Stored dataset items

***

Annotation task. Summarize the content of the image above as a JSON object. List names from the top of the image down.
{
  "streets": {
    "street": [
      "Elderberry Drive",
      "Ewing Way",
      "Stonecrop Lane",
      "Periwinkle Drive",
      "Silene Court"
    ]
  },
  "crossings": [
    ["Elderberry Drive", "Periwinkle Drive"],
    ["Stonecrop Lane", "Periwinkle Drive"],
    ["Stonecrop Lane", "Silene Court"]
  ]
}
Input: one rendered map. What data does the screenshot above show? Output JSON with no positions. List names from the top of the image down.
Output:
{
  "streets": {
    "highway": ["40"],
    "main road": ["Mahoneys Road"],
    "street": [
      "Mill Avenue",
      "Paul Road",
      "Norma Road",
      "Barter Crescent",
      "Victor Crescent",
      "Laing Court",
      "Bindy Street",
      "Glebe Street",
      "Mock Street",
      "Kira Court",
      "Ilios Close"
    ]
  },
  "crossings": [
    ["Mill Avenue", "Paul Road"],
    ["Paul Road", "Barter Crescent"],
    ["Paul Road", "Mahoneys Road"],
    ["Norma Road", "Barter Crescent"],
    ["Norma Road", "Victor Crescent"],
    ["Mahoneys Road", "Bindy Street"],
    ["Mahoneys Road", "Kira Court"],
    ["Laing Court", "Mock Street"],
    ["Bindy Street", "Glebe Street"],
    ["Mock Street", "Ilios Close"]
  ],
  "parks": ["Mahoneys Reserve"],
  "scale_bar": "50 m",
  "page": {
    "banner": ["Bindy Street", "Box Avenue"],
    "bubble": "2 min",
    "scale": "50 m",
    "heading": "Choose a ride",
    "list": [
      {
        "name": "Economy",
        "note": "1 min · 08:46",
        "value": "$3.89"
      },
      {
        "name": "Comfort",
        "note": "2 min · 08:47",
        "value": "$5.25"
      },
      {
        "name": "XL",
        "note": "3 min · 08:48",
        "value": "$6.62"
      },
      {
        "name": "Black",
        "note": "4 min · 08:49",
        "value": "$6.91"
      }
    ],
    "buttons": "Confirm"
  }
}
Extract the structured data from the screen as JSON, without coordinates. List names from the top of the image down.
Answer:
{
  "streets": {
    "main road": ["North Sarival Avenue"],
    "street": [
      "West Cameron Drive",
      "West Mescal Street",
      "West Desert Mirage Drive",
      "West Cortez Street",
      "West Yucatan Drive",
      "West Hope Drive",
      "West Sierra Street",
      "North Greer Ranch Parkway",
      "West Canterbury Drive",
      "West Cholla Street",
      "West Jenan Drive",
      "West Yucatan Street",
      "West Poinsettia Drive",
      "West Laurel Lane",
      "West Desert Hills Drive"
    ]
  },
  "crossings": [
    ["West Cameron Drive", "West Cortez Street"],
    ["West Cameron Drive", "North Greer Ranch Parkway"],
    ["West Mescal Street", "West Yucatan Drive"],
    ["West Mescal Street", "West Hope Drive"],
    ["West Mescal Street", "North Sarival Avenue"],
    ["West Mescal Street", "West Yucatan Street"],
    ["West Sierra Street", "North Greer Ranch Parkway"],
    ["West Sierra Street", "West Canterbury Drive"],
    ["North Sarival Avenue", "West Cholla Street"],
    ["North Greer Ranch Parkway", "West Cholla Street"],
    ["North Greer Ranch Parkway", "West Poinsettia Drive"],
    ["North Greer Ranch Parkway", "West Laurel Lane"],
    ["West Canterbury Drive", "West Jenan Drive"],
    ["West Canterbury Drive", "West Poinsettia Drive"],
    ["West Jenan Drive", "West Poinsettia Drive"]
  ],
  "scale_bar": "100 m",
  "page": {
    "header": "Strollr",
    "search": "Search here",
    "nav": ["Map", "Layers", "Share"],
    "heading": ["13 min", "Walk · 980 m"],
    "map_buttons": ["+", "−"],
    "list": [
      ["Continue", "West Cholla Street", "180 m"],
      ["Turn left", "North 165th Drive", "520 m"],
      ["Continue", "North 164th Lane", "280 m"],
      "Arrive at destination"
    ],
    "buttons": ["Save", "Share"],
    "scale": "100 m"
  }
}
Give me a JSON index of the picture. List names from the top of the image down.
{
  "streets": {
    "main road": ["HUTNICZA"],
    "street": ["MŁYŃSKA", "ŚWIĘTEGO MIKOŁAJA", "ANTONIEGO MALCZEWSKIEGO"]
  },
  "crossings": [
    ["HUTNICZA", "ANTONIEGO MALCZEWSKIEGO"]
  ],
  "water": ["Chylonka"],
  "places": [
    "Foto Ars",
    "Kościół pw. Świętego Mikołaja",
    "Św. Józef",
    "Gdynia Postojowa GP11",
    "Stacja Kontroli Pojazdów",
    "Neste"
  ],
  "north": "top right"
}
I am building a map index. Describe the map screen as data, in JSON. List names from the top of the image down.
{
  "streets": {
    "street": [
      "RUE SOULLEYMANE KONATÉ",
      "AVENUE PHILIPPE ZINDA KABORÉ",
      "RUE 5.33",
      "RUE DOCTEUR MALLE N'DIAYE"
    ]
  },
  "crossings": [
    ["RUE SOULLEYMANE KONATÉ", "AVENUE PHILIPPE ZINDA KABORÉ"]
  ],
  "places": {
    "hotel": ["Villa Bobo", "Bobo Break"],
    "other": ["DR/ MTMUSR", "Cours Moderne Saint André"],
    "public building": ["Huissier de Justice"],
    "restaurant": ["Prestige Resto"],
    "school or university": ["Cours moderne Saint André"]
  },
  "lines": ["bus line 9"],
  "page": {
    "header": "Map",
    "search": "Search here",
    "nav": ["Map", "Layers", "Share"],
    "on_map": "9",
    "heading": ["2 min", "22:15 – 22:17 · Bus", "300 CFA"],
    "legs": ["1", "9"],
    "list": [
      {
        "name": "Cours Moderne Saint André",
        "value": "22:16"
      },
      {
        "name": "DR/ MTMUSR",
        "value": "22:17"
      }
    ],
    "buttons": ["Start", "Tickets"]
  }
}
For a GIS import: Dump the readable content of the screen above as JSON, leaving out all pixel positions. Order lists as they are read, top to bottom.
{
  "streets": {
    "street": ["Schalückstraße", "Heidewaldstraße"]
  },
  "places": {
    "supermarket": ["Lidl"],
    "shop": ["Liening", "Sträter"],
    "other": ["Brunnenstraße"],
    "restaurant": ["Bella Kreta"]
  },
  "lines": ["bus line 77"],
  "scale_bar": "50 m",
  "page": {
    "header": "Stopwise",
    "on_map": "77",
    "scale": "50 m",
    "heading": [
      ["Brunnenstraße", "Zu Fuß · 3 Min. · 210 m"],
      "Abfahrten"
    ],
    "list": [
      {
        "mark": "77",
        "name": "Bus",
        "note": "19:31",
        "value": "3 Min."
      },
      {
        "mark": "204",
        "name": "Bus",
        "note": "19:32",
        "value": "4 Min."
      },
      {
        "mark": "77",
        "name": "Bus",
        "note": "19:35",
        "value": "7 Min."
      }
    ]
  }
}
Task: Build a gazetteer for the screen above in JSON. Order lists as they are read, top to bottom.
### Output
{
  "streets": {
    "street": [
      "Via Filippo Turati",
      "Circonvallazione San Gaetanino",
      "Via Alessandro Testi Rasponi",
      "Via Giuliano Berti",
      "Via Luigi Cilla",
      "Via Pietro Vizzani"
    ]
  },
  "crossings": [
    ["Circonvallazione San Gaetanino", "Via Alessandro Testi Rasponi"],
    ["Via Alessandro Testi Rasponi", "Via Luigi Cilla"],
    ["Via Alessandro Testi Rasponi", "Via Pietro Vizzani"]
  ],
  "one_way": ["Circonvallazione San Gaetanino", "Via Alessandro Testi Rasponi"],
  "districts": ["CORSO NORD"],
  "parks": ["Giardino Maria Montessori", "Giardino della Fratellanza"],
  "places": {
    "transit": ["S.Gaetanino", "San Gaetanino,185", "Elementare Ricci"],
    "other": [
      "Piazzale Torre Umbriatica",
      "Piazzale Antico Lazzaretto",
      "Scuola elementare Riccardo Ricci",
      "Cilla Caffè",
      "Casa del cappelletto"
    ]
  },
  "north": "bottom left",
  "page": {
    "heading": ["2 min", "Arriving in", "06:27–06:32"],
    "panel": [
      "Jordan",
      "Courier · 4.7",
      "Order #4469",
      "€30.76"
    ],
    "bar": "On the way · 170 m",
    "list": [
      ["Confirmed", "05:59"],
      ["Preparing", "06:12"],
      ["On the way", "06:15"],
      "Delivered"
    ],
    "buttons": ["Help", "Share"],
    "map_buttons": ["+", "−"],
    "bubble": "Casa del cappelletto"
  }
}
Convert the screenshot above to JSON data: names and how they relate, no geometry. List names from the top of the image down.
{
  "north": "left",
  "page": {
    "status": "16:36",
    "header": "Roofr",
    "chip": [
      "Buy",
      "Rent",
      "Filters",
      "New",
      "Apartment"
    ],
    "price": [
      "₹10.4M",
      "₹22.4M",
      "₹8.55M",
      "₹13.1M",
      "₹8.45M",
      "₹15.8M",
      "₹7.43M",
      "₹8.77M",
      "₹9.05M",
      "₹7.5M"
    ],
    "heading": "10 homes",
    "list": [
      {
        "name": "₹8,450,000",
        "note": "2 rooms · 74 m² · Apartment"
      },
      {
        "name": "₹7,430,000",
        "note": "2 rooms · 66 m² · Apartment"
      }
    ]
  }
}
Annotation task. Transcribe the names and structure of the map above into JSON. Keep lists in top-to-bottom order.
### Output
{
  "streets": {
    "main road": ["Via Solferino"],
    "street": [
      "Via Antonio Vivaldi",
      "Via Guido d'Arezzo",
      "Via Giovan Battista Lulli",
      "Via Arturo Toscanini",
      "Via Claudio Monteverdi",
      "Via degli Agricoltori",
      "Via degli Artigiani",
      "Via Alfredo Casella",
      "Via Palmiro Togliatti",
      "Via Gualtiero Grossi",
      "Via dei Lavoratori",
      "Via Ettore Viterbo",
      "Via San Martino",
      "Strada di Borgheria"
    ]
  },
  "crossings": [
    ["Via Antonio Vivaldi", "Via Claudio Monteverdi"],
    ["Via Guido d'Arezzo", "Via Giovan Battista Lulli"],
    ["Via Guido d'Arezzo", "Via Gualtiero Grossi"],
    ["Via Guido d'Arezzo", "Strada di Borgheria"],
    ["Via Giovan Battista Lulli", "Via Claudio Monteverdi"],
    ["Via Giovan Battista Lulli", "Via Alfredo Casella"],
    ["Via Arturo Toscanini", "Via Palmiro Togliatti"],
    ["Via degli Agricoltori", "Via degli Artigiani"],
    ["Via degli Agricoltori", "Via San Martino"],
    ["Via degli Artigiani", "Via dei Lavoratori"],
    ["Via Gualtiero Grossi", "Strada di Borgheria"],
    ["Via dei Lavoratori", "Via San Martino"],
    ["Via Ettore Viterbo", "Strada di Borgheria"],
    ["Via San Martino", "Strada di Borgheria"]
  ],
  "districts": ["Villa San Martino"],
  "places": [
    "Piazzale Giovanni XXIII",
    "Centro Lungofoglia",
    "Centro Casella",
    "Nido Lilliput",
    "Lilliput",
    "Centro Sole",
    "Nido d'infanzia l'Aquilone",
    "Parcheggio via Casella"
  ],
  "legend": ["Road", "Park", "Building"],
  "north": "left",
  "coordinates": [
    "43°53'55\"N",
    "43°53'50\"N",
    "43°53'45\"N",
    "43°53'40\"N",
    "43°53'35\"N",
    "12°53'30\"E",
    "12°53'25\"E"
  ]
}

***

[Your goal] Only a number is expected: how many lines of the data include the string "they".

[Solved exercise] 3